== EXERCISE BRIEF ==
What lines of the data below hold the string "rows"? Copy each one.

== THE DATA ==
------------------------------------------------------------------------
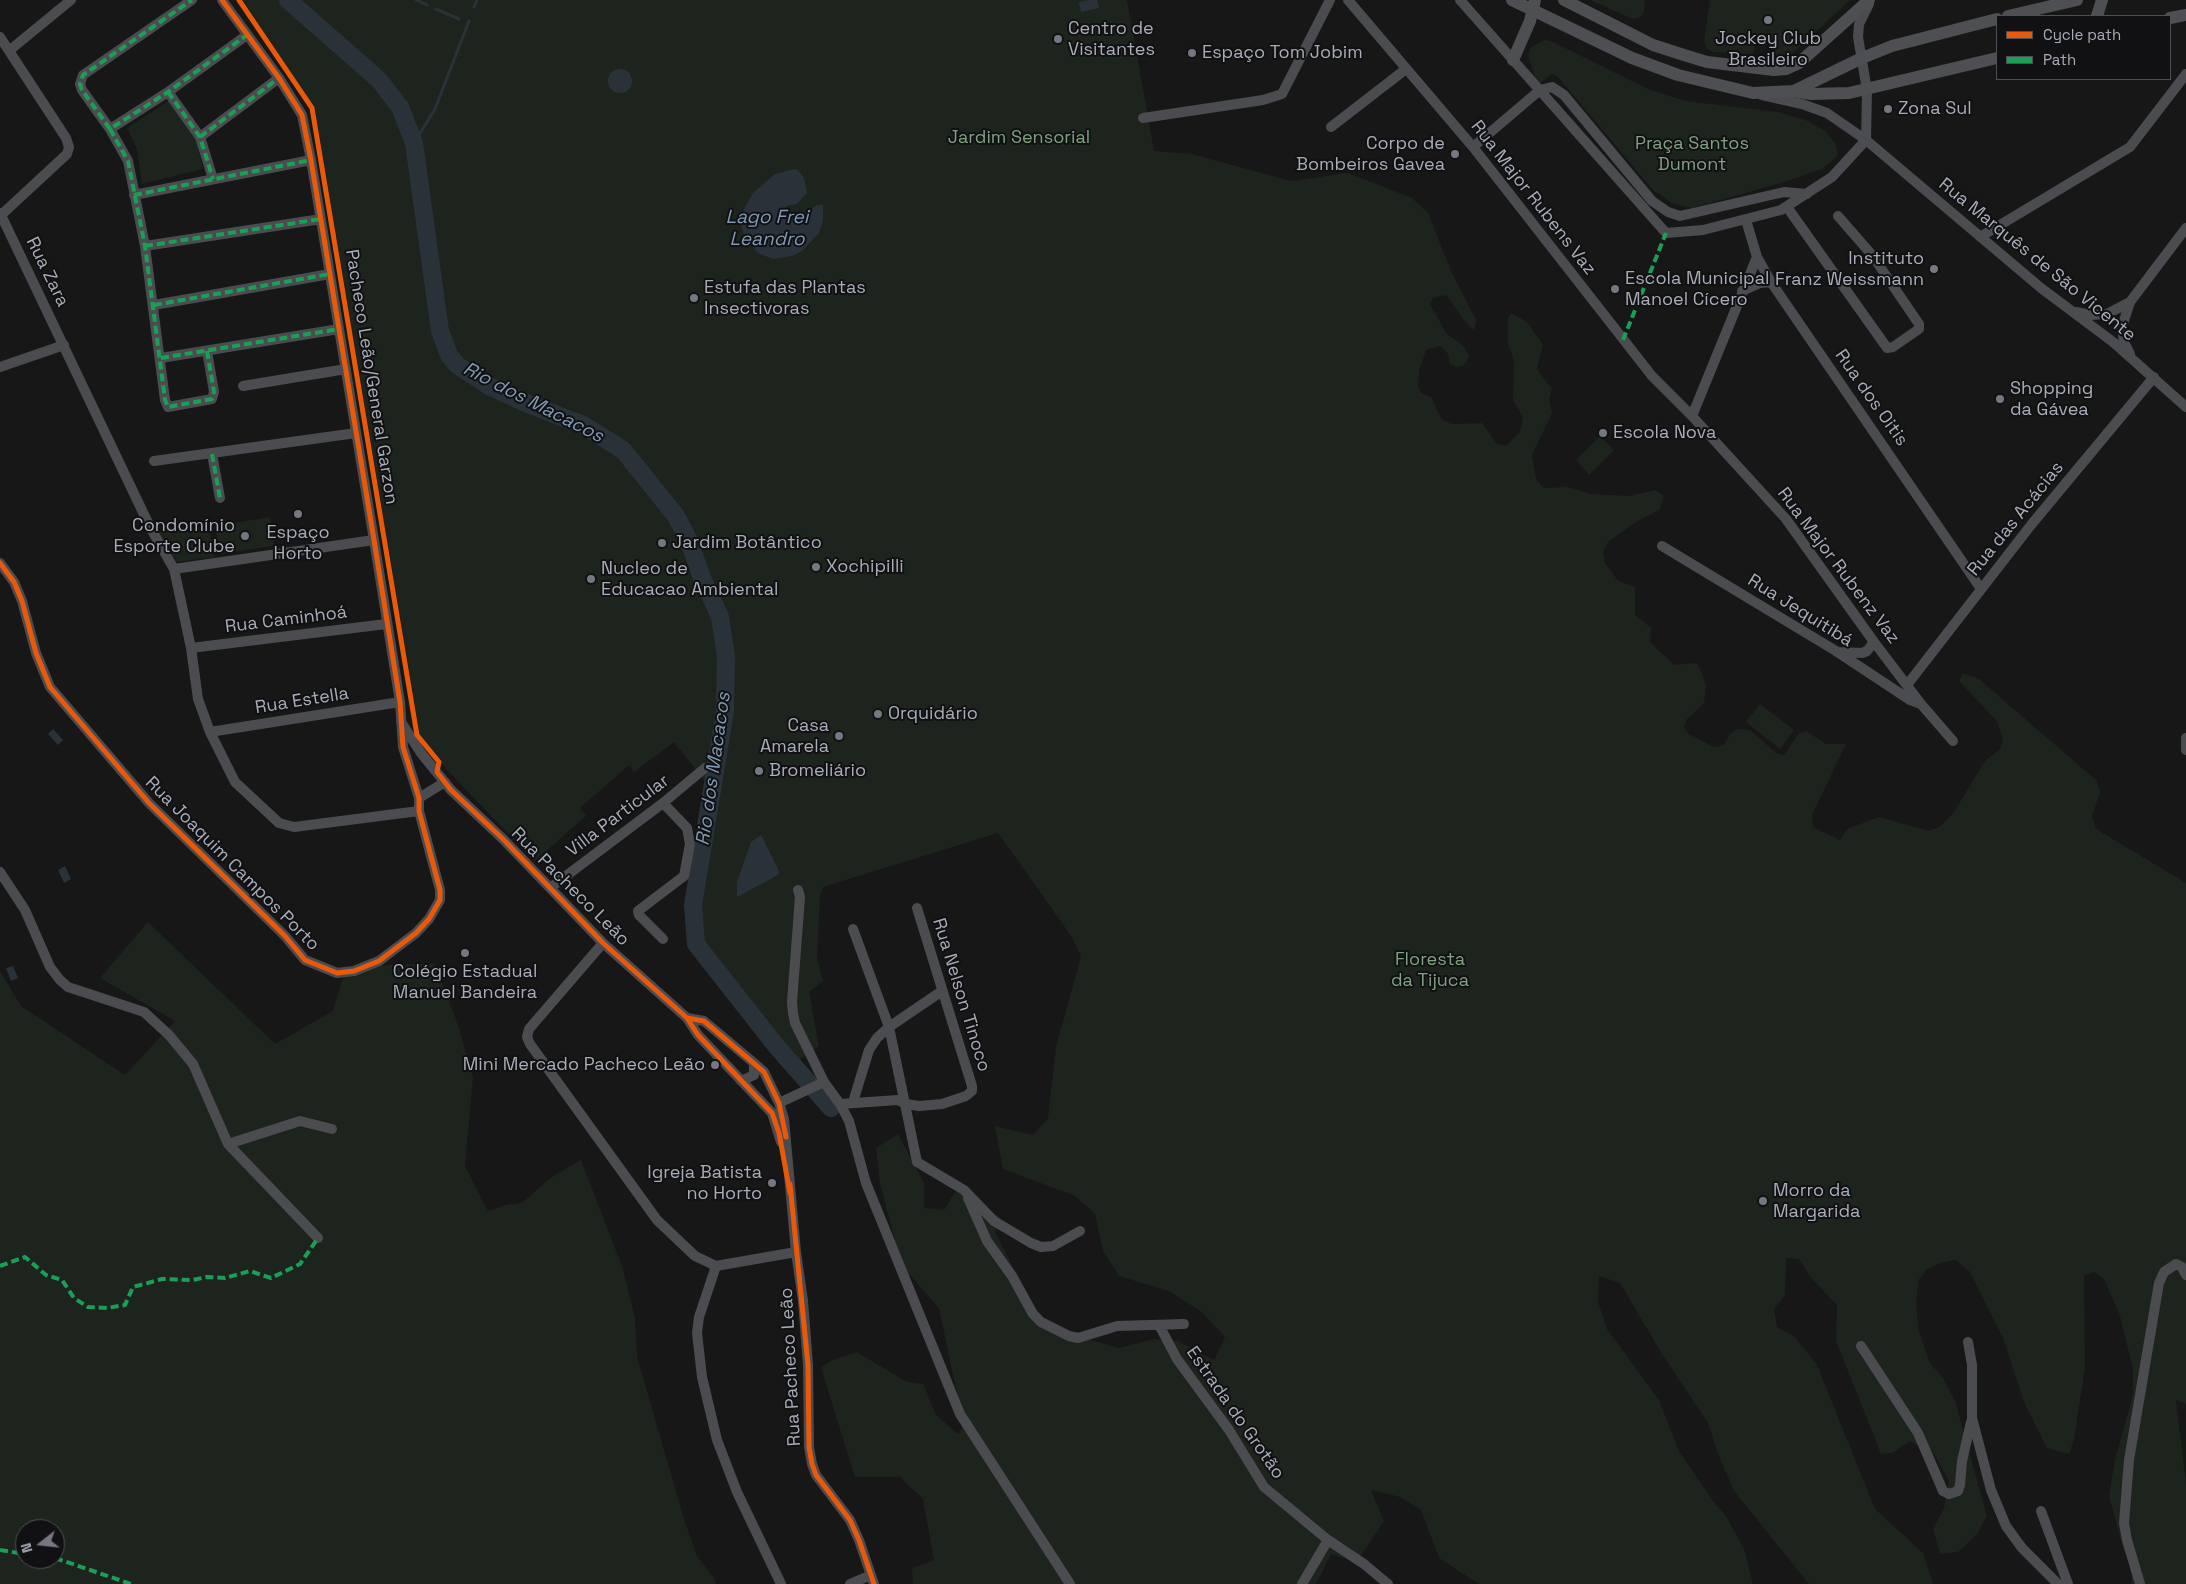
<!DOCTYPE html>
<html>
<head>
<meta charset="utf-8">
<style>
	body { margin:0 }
	#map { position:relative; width:2186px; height:1584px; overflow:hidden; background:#171717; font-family:"Space Grotesk",sans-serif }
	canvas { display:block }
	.legend { position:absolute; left:1996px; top:15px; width:175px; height:65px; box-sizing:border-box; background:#111113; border:1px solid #4d4f55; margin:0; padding:6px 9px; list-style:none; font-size:15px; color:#a8adb8 }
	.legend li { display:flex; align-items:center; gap:10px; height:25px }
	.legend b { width:25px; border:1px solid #4d4f55 }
	.north { position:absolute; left:15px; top:1519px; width:50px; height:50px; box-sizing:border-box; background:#111113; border:1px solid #4d4f55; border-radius:50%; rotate:254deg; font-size:14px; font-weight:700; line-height:20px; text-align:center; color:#a8adb8 }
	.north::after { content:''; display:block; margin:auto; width:18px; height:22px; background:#757880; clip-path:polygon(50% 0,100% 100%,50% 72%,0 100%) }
</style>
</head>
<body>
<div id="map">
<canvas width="2186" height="1584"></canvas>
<ul class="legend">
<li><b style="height:6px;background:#e8590c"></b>Cycle path</li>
<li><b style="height:6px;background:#1a9f57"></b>Path</li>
</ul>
<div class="north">N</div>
</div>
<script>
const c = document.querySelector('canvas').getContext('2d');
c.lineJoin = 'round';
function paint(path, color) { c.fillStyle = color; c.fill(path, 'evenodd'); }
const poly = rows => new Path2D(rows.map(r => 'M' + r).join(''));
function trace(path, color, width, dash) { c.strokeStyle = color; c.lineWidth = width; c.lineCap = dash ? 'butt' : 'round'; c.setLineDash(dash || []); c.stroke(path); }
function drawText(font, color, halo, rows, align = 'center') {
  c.font = font + ' "Space Grotesk",sans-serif'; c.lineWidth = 4; c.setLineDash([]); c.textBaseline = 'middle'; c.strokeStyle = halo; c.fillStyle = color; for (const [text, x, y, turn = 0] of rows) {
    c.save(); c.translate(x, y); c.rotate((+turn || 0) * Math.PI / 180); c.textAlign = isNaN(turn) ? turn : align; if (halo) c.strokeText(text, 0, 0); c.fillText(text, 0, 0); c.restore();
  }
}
paint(poly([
	[243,0,1127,0,1154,151,1192,154,1291,181,1348,173,1412,198,1428,213,1451,271,1476,320,1474,330,1467,324,1446,295,1433,298,1430,304,1446,333,1464,346,1469,357,1463,366,1456,367,1450,364,1448,354,1440,346,1426,350,1419,371,1418,387,1421,393,1431,397,1442,420,1452,424,1482,423,1497,444,1506,446,1520,432,1523,417,1513,400,1514,361,1508,343,1508,318,1511,313,1527,322,1543,345,1537,369,1552,389,1549,399,1552,413,1532,455,1536,479,1544,488,1568,487,1591,494,1630,496,1655,490,1664,496,1659,510,1636,522,1608,542,1603,551,1605,563,1618,581,1635,587,1635,615,1651,628,1650,642,1674,665,1697,663,1701,671,1706,686,1704,703,1686,720,1684,728,1689,734,1714,747,1724,745,1730,734,1738,729,1750,730,1776,753,1784,755,1799,733,1806,731,1826,744,1846,744,1812,815,1813,827,1840,840,1847,829,1879,817,1929,831,1941,826,1954,812,1985,761,2000,749,2003,739,1997,721,1959,681,1963,673,1979,679,2097,781,2100,792,2092,816,2096,829,2186,883,2186,1404,2176,1400,2186,1483,2186,1584,2131,1584,2133,1566,2124,1551,2109,1496,2115,1459,2133,1396,2133,1369,2120,1316,2104,1279,2094,1272,2084,1276,2085,1368,2074,1439,2069,1454,2047,1448,2024,1402,2003,1338,1970,1272,1956,1260,1940,1263,1926,1270,1919,1279,1916,1303,1919,1332,1930,1363,1943,1378,1955,1401,1987,1516,1977,1534,1958,1552,1940,1554,1933,1529,1944,1508,1949,1481,1934,1454,1910,1441,1892,1453,1881,1454,1836,1341,1837,1305,1811,1278,1799,1259,1786,1258,1785,1295,1774,1309,1777,1327,1794,1336,1817,1365,1875,1509,1923,1553,1933,1584,1809,1584,1734,1491,1719,1456,1708,1423,1662,1354,1620,1283,1599,1276,1598,1302,1607,1329,1659,1400,1679,1451,1713,1501,1726,1516,1744,1549,1753,1584,1479,1584,1439,1558,1421,1510,1400,1497,1371,1490,1384,1521,1357,1562,1331,1554,1316,1584,913,1584,912,1568,934,1560,923,1499,900,1477,855,1477,821,1368,830,1361,857,1352,907,1382,923,1384,936,1415,958,1434,966,1423,954,1380,939,1308,902,1266,880,1184,876,1148,898,1134,924,1183,924,1208,944,1210,957,1189,1001,1218,995,1232,1038,1317,1065,1333,1119,1348,1154,1339,1178,1341,1214,1360,1225,1337,1203,1313,1169,1291,1119,1276,1103,1251,1095,1214,1075,1196,1003,1169,995,1126,1033,1135,1048,1118,1056,1047,1081,957,1072,937,998,833,823,887,820,896,817,958,823,981,809,992,819,1046,795,1063,697,942,716,795,674,742,634,772,629,765,580,808,586,816,535,861,447,770,420,735,315,108],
	[1590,0,1645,0,1644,11,1641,17,1633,19],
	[1710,0,1850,0,1790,56,1774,56,1773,47,1769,43,1761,42,1756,44,1753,54,1713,52,1707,48,1704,41],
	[1544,40,1551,41,1648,89,1686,101,1778,112,1808,121,1825,131,1836,144,1838,155,1822,169,1781,183,1692,208,1674,204,1654,191,1557,76,1552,74,1541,83,1535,78,1528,55,1531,47],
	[170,100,196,139,203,169,142,184,137,149,127,128],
	[1600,436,1614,450,1589,475,1576,460],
	[270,517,274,546,220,554,215,526],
	[208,524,215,557,177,562,158,532],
	[1760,704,1794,730,1780,749,1746,722],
	[148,922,275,1044,333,1011,344,974,369,966,434,963,457,1022,473,1077,465,1166,488,1211,506,1205,522,1203,553,1176,581,1160,623,1269,635,1318,637,1357,684,1519,697,1556,714,1578,716,1584,0,1584,0,971,21,1006,125,1075,175,1021,100,978],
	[25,1529,55,1529,55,1559,25,1559]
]), '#1d241e');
paint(poly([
	[1088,0,1097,0,1099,8,1081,12,1079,2],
	'608 81a12 12 0 1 1 24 0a12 12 0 1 1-24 0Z',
	[794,169,798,170,804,178,807,193,797,204,786,206,785,214,789,219,793,219,800,217,817,205,823,205,823,221,819,233,802,251,792,256,773,259,758,253,746,239,740,224,744,209,753,193,775,174],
	[53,729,63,740,58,745,48,734],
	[761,835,779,871,778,875,737,897,737,882,751,842],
	[65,866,71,879,64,883,58,870],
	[13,966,18,978,11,981,6,968]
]), '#2a3239');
trace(poly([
	[416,0,427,5],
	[474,7,477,0],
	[436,9,459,19],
	[414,143,435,109,469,21]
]), '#2a3239', 3);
trace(poly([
	[288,0,379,80,400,107,414,143,440,331,449,355,457,365,489,386,528,404,583,425,623,450,676,516,689,541,702,578,720,617,726,656,725,711,693,905,696,944,777,1047,831,1108]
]), '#2a3239', 18);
trace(poly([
	[1348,0,1473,147,1652,376,1692,416,1786,519,1874,642,1921,704,1953,741],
	[1460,0,1666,233,1703,230,1781,210,1832,177,1866,140,1867,90,1858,37,1859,24,1869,4],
	[0,37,66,138,69,147,67,154,0,216],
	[10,50,71,0],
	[168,92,200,137,213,179],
	[1762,95,1802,104,1827,113,1866,140,2041,288,2113,342,2186,407],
	[1143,118,1263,100,1282,94,1330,0],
	[1331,127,1406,69],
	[110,129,82,90,80,84,83,75,192,0],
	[200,137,279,78],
	[1473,147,1540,90,1552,87,1564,95,1652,201,1668,212,1680,216,1784,192,1807,194],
	[134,195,311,160],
	[1787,207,1885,345,1887,348,1893,347,1919,329,1919,324,1872,255,1838,216],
	[0,213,150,527,174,569,191,648,198,699,210,732,235,782,279,823,294,827,419,811],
	[1746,220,1757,257,1771,282,1981,589],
	[1980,237,2130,147,2186,74],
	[145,246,321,219],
	[1742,291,1760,283,1771,282],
	[154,305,330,274],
	[2076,312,2091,315,2107,314,2130,302],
	[207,351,214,392,212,399,168,407,165,400,145,246,128,161,110,129,168,92,247,35],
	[2130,354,2124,342,2122,327,2130,302,2186,228],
	[161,358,339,329],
	[0,367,64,345],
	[243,386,346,369],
	[1692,416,1757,257],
	[212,454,220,498],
	[154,461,356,433],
	[1662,546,1836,651,1910,700,1921,704],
	[0,563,14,582,22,601,36,653,50,687,149,803,285,936,305,960,337,973,354,971,379,961,416,933,429,919,440,900,440,890,419,811,419,798,403,747,400,702,374,540,311,160,302,115,279,78,222,0],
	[174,569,374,540],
	[191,648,386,624],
	[1837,652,1862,653,1867,651,1874,642],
	[1907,685,2031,525,2154,377],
	[401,722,421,753,451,790,503,839,603,943,687,1018,698,1035,772,1113,781,1142],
	[210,732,400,702],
	[2186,738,2186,750],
	[419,798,445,782],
	[0,872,25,910,50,967,60,980,68,987,144,1012,169,1035,193,1064,228,1144,318,1238],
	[550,888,663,803,705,768],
	[798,890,800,897,792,1002,793,1013,795,1023,824,1082,840,1104,898,1100,906,1104,919,1106,942,1104,966,1096,972,1091,972,1086,917,908],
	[853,929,889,1027,917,1162,964,1190,994,1221,1031,1243,1041,1247,1053,1246,1080,1231],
	[663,939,639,915,638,911,684,876,690,844,687,828,663,803],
	[603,943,529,1029,527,1037,530,1044,657,1220,695,1256,716,1266],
	[687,1018,704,1021,754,1063,764,1072,779,1103,784,1119,796,1252,803,1301,808,1365,809,1447,812,1464,816,1475,850,1520,859,1540,874,1584],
	[741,1081,754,1075,754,1063],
	[853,1102,869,1050,877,1038,889,1027,942,991],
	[779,1103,824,1082],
	[840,1104,849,1121,866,1183,960,1414,1070,1584],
	[228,1144,300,1121,332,1129],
	[968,1198,987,1241,1012,1276,1033,1314,1041,1322,1069,1336,1078,1338,1117,1326,1184,1324],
	[716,1266,699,1317,697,1333,702,1377,717,1440,737,1492,781,1584],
	[716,1266,796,1252],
	[1159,1325,1177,1359,1229,1430,1264,1487,1328,1540,1364,1564,1388,1584],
	[1968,1342,1972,1365,1972,1418,1991,1490,2006,1526,2022,1548,2058,1584],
	[1861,1346,1918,1433,1943,1491,1949,1494,1958,1491,1960,1485,1962,1461,1971,1422],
	[2041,1511,2068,1584],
	[850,1584,871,1575],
	[1302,1584,1328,1540],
	[2140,1584,2127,1540,2124,1523,2129,1460,2159,1283,2164,1272,2176,1264,2182,1267,2186,1275]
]), '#4b4c50', 10);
trace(poly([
	[1512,0,1632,58,1678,75,1753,93,1794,91,1811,94,1849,93,1997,58],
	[1564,0,1653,45,1684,55,1707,62,1774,70,1786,69,1799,63,1869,0],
	[2008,16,2077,0],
	[2097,16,2102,0],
	[2170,18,2186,15],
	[1513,60,1530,21,1535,0],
	[1794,91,1862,58,1892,46,1997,19]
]), '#4d4f52', 12);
trace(poly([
	[168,92,200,137,213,179],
	[110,129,82,90,80,84,83,75,192,0],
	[200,137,279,78],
	[134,195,311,160],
	[145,246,321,219],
	[154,305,330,274],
	[1623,340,1666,233],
	[207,351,214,392,212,399,168,407,165,400,145,246,128,161,110,129,168,92,247,35],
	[161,358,339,329],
	[212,454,220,498],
	[0,1266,25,1257,46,1275,62,1280,74,1298,88,1307,107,1308,125,1305,133,1287,162,1279,192,1280,207,1277,225,1278,250,1271,271,1278,300,1264,318,1238],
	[0,1550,25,1554],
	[55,1558,131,1584]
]), '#1a9f57', 4, [8, 4]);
trace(poly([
	[239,0,312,108,417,735,439,762,437,772,451,790,503,839,603,943,687,1018,698,1035,772,1113,779,1133,790,1193],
	[0,563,14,582,22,601,36,653,50,687,149,803,285,936,305,960,337,973,354,971,379,961,416,933,429,919,440,900,440,890,419,811,419,798,403,747,400,702,374,540,311,160,302,115,279,78,222,0],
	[687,1018,704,1021,764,1072,779,1103,786,1137],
	[790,1184,808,1365,809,1447,812,1464,816,1475,850,1520,859,1540,874,1584]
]), '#e8590c', 5);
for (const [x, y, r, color] of [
	[1768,20,5,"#757880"],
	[1058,39,5,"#757880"],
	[1192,53,5,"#757880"],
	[1888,109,5,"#757880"],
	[1455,154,5,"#757880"],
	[1934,269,5,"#757880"],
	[1615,289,5,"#757880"],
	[694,298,5,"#757880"],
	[2000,399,5,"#757880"],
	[1603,433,5,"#757880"],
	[298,514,5,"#757880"],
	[245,536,5,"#757880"],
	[662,543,5,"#757880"],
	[816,567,5,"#757880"],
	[591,579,5,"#757880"],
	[878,714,5,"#757880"],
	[839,736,5,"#757880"],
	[759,771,5,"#757880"],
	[465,953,5,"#757880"],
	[715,1065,5,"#757880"],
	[772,1183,5,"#757880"],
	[1763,1201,5,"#757880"]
]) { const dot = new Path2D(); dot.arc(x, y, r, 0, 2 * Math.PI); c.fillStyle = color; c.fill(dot); trace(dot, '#111113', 2); }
drawText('18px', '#a8adb8', '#111113', [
	["Centro de",1068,29],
	["Visitantes",1068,50],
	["Jockey Club",1768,39,"center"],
	["Brasileiro",1768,60,"center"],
	["Espaço Tom Jobim",1202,53],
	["Zona Sul",1898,109],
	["Corpo de",1445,144,"right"],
	["Bombeiros Gavea",1445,165,"right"],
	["Instituto",1924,259,"right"],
	["Franz Weissmann",1924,280,"right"],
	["Escola Municipal",1625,279],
	["Manoel Cícero",1625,300],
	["Estufa das Plantas",704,288],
	["Insectivoras",704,309],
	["Shopping",2010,389],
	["da Gávea",2010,410],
	["Escola Nova",1613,433],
	["Condomínio",235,526,"right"],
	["Esporte Clube",235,547,"right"],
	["Espaço",298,533,"center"],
	["Horto",298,554,"center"],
	["Jardim Botântico",672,543],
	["Xochipilli",826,567],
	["Nucleo de",601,569],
	["Educacao Ambiental",601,590],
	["Orquidário",888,714],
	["Casa",829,726,"right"],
	["Amarela",829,747,"right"],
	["Bromeliário",769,771],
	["Colégio Estadual",465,972,"center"],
	["Manuel Bandeira",465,993,"center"],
	["Mini Mercado Pacheco Leão",705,1065,"right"],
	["Igreja Batista",762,1173,"right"],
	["no Horto",762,1194,"right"],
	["Morro da",1773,1191],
	["Margarida",1773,1212]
], 'left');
drawText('18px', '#7fa381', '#111113', [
	["Jardim Sensorial",1019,138],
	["Praça Santos",1692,144],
	["Dumont",1692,165],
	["Floresta",1430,960],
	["da Tijuca",1430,981]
]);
drawText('18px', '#a8adb8', '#111113', [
	["Rua Major Rubens Vaz",1533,198,52],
	["Rua Marquês de São Vicente",2037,260,39],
	["Rua Zara",47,272,64],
	["Pacheco Leão/General Garzon",371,377,81],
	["Rua dos Oitis",1871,398,55],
	["Rua das Acácias",2016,519,-51],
	["Rua Major Rubenz Vaz",1838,566,53],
	["Rua Jequitibá",1800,611,32],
	["Rua Caminhoá",286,620,-7],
	["Rua Estella",302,701,-9],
	["Villa Particular",618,816,-37],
	["Rua Joaquim Campos Porto",232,864,45],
	["Rua Pacheco Leão",570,887,45],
	["Rua Nelson Tinoco",961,995,73],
	["Rua Pacheco Leão",791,1367,-93],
	["Estrada do Grotão",1235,1413,55]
]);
drawText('italic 19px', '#7f9bb3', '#111113', [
	["Lago Frei",767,218],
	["Leandro",767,240],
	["Rio dos Macacos",533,403,27],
	["Rio dos Macacos",714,769,-82]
]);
</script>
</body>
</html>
------------------------------------------------------------------------
== OUTPUT FOR THIS TASK ==
const poly = rows => new Path2D(rows.map(r => 'M' + r).join(''));
function drawText(font, color, halo, rows, align = 'center') {
  c.font = font + ' "Space Grotesk",sans-serif'; c.lineWidth = 4; c.setLineDash([]); c.textBaseline = 'middle'; c.strokeStyle = halo; c.fillStyle = color; for (const [text, x, y, turn = 0] of rows) {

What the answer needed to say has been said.